Emily settled farther back on the bed, no longer making any attempt to leave. As a matter of fact, she was doing her best to convey the impression that she planned to stay awhile.
“Once I collapsed in a store and before I came to, I’d told the owner all about the affair he was having with his bookkeeper,” she lied blithely. “Of course, he was a little upset at me since his wife was standing right next to him at the time. But that’s one of the drawbacks of being a semiconscious psychic.”
Brad’s eyes darted toward the phone on the wall. Debating whether he should call for restraints or a psychiatric consultation?
“This is really exciting, Doctor. You don’t know how glad I am you told me. So many people are afraid of acknowledging any sense beyond the mundane five—especially people from the so-called scientific disciplines. Why most doctors wouldn’t dream of repeating what you did for fear of being ridiculed.”
His eyebrows inched so tightly together, they were about to meet.
“Please, you must give me the details of everything you said and what I told you,” she begged. “When I tell people about this, they’re going to want to be sure you didn’t give me any hints. Not that I blame them for being skeptical. There are so many fakes out there. Do you mind if I borrow some paper and a pen to take notes?”
To his credit, he didn’t so much as flinch. But he was clenching the hospital chart so hard, his knuckles were white. It took an effort of will for Emily to keep a straight face.
A nurse rapped once on the door, then stuck her head into the room. “You want the concussion or the bleeder?”
“The bleeder,” he said. “Ms. Barrett is ready to be released.”
He shoved the paperwork in the nurse’s hands and was out of the room so fast that Emily could feel the gust of air displaced in his wake.
She let out a sigh of relief. Well, she’d managed to dodge that bullet. But only just. On paper, Brad Winslow had been very impressive. In person he was one formidable son of a gun.
“ARE YOU SURE YOU’RE OKAY, EM?” Dorothy Mission asked for the umpteenth time as they worked together to prepare dinner in her kitchen.
Dumping the romaine lettuce she’d chopped into a large salad bowl, Emily sent her friend a look of exasperation. “If you don’t stop asking me if I’m okay, I’m going to throw this salad at you.”
Dorothy smiled. “Could you wait until you slice in the tomatoes? A green outfit always looks more festive with a nice splash of red.”
Emily chuckled as she went back to her task. “Truth is, I nearly had a heart attack when it dawned on me that I’d unconsciously blabbed all that stuff to Brad Winslow.”
“Imagine the jolt he must have felt hearing what you said.”
“At least he made sure I was okay and everything that was medical had been attended to before he tried to nail me to the wall on it.”
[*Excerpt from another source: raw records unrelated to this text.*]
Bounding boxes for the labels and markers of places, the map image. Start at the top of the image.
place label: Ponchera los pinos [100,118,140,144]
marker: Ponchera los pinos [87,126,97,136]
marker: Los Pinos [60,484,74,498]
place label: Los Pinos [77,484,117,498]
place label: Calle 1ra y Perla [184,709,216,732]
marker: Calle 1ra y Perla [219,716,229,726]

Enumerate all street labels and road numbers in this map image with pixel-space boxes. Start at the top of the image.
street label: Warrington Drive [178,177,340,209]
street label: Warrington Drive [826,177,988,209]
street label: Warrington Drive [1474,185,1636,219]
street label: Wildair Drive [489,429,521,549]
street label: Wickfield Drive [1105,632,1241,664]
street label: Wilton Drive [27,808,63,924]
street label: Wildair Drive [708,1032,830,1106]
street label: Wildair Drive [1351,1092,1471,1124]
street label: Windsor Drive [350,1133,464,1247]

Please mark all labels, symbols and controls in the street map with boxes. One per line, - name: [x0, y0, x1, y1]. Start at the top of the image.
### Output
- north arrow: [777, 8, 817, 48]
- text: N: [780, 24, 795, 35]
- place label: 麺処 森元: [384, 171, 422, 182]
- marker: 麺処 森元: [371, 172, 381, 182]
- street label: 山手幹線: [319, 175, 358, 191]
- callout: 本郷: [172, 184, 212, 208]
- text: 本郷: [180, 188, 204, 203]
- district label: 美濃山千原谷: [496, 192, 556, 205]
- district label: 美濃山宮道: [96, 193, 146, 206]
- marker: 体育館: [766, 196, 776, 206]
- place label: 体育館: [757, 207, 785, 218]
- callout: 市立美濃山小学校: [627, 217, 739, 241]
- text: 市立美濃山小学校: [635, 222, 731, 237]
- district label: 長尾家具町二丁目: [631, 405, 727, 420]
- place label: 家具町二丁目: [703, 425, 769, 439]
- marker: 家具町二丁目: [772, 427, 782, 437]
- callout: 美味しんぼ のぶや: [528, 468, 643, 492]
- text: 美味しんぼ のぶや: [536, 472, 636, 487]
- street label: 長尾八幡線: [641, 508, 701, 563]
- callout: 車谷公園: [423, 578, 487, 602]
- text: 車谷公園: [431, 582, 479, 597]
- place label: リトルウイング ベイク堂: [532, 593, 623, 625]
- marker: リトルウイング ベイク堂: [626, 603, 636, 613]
“Em, I know you said you never wanted to meet him, but now that you have, are you glad?”
She gave the question some serious thought as she chopped the carrots. “I admit it did satisfy a certain curiosity.”
“Is he everything that you…hoped?”
Emily glanced over at the speculative look on her friend’s face. “Forget it, Dot. He’s just a man like any other. And, as far as I’m concerned, good for one thing and one thing only.”
“Oh, I think they might have one or two other uses,” her friend said with a mischievous smile.
“I can open tight jars and take out the trash myself, thank you,” Emily said, knowing perfectly well that was not what Dot had been referring to.
“Come on,” Dorothy persisted. “You selected Brad Winslow out of the hundreds you could have picked. You must think he’s special. What stood out most strongly when you met him today?”
“That he’s no one to fool around with. If I hadn’t lied my head off and known what button to push, he’d have found me out, and I’d be in serious trouble now.”
“Em, I respect your wishes on this, really I do. But you’re such a nice person that… I mean even after all you’ve been through, I guess I still hope you’ll…oh, forget it. You’re right. I can’t pretend to understand what I haven’t experienced. And people who say they know how someone else feels are irritating.”
“On that we agree wholeheartedly,” Emily said.
“You two are agreeing?” Holly Mission said as she entered the room. “Oh, this can’t be good.”
Dorothy gave her daughter a hug. Holly was both smart and sweet—a seventeen-year-old version of her mom.
“So, is Lester gone?” Dorothy asked Holly.
“Yeah, Josh and I stuck around until he got his stuff together and drove off.”
“Did you get his key to the maintenance gate?”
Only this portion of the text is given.